Ma io che ne so. Che ne so dell’amore. Da piccolo guardavo i cartoni, c’erano dei gatti che si intrecciavano la coda sul camino di un tetto di Parigi. Per me l’amore era quello, era intrecciare la coda e poi suonare il jazz. Col tempo ho dimenticato la teoria, fatto poca pratica, e di colpo mi son visto iscritto all’esame di guida. Il primo esame, quello che se va male ci sono gli amici che ti dicono che tra un mese lo rifai. E ho capito che l’amore capovolge. Capovolge quelle code intrecciate, capovolge la vita e la scuote finché non ti cadono tutte le caramelle dalle tasche, capovolge gli amici, capovolge l’esistenza. Capovolge le tue abitudini e il tuo umore. L’amore ti da forza, quando è vivo, ti presta spunti, ti pone punti di riferimento, alimenta la tua autostima e la tua vita. Tutto è bello, tutto è vivo, tutti sono più simpatici, tutto è più facile. Poi quando l’amore viene intralciato da qualche bastone vagante che finisce inevitabilmente nelle sue ruote, ecco che tutto ciò che si è creato torna a ricapovolgersi. Il sorriso si capovolge, le musiche iniziano a scorrere al contrario, il tempo si inverte, tutto torna indietro. Parole e pensieri capovolgono il loro significato, la gravità influisce sulle lacrime, che cadono, scendono, arrivano in terra e fanno un botto così forte da sfondare il pavimento.
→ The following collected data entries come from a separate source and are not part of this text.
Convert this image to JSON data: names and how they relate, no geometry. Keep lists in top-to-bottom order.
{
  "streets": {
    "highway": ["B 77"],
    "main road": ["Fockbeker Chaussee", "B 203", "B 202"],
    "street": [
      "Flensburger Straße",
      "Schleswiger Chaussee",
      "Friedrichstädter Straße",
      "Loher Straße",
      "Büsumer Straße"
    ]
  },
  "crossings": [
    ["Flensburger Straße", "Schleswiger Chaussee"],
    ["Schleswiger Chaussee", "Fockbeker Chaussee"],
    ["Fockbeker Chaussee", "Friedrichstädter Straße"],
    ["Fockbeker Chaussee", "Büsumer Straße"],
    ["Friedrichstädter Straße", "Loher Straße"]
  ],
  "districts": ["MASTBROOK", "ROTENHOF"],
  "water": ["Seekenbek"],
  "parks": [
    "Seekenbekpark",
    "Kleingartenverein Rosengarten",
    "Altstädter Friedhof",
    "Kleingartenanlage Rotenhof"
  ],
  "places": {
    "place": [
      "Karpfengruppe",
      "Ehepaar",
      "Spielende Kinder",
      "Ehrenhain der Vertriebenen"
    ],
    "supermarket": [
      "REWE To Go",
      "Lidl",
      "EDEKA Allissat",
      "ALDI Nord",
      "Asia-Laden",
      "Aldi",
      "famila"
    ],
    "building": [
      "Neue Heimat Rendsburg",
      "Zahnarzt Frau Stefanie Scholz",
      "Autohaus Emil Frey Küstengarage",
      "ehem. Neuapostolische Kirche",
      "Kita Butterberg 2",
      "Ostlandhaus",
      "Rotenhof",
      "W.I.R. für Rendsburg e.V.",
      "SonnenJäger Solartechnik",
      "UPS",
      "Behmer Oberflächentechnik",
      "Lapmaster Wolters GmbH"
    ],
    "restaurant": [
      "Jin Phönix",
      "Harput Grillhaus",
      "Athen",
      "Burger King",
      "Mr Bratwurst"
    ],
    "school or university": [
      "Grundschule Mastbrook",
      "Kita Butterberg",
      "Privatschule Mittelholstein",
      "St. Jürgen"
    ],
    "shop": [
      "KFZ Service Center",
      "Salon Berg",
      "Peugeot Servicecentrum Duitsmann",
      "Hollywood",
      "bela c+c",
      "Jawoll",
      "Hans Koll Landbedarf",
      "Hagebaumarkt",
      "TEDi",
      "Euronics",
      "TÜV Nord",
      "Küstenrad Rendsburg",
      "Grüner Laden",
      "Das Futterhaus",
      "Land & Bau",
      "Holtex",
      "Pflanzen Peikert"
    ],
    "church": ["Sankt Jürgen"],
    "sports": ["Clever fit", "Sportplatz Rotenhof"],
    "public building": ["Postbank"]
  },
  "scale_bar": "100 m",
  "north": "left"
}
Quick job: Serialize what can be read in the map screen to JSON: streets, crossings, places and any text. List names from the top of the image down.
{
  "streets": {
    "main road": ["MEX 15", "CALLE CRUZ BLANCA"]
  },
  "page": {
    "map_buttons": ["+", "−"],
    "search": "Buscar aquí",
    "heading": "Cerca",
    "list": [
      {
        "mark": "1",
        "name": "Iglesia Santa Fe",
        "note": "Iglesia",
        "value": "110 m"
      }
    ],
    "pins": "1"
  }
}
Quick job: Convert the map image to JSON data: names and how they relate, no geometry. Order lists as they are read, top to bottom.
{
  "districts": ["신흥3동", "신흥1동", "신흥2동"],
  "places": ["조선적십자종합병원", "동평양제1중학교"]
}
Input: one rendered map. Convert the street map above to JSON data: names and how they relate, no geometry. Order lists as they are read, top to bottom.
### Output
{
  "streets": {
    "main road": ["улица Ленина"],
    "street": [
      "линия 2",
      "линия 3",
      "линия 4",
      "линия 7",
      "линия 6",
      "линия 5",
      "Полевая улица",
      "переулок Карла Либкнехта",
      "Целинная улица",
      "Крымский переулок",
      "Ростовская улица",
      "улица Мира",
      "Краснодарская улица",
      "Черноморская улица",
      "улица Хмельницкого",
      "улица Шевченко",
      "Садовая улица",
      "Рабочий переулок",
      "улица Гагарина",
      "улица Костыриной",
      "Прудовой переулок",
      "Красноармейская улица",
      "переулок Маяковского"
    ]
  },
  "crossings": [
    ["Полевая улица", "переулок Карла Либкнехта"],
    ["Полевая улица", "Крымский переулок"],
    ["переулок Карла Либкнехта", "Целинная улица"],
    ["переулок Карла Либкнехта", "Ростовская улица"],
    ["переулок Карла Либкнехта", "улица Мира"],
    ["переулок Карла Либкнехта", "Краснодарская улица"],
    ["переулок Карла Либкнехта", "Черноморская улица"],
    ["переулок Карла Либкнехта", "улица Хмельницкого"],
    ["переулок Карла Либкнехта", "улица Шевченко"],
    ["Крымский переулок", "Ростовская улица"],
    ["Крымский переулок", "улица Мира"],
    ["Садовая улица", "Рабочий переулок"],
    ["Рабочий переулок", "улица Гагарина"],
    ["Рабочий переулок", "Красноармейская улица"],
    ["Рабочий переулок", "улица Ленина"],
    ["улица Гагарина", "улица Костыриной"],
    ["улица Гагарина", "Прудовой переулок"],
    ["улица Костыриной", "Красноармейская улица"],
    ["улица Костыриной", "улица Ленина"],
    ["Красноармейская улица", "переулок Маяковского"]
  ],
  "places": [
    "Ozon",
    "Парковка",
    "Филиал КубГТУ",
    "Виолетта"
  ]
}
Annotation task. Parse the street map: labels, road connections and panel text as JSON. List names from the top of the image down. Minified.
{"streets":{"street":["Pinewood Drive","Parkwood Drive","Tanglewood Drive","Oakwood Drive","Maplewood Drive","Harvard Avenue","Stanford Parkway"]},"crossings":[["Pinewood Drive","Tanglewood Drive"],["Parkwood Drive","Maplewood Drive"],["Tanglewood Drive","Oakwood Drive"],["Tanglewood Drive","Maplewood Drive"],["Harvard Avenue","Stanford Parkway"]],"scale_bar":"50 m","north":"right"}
Le code, quelle code dei gatti sui tetti di Parigi, quelle rimangono lì, restano lontane, tornando a intrecciarsi solo premendo il tasto play. Pure loro si sono capovolte. L’amore capovolge anche i sogni, li scuote per bene e li lascia lì, come un pezzo di carta ingiallito, come un tappeto che non si usa più, li lascia soli ad intrecciarsi tra loro, a suonare il jazz senza farsi sentire. E tu che mai come adesso sei un bambino che guarda lo spettacolo dal vetro di una finestra su un mondo a matita.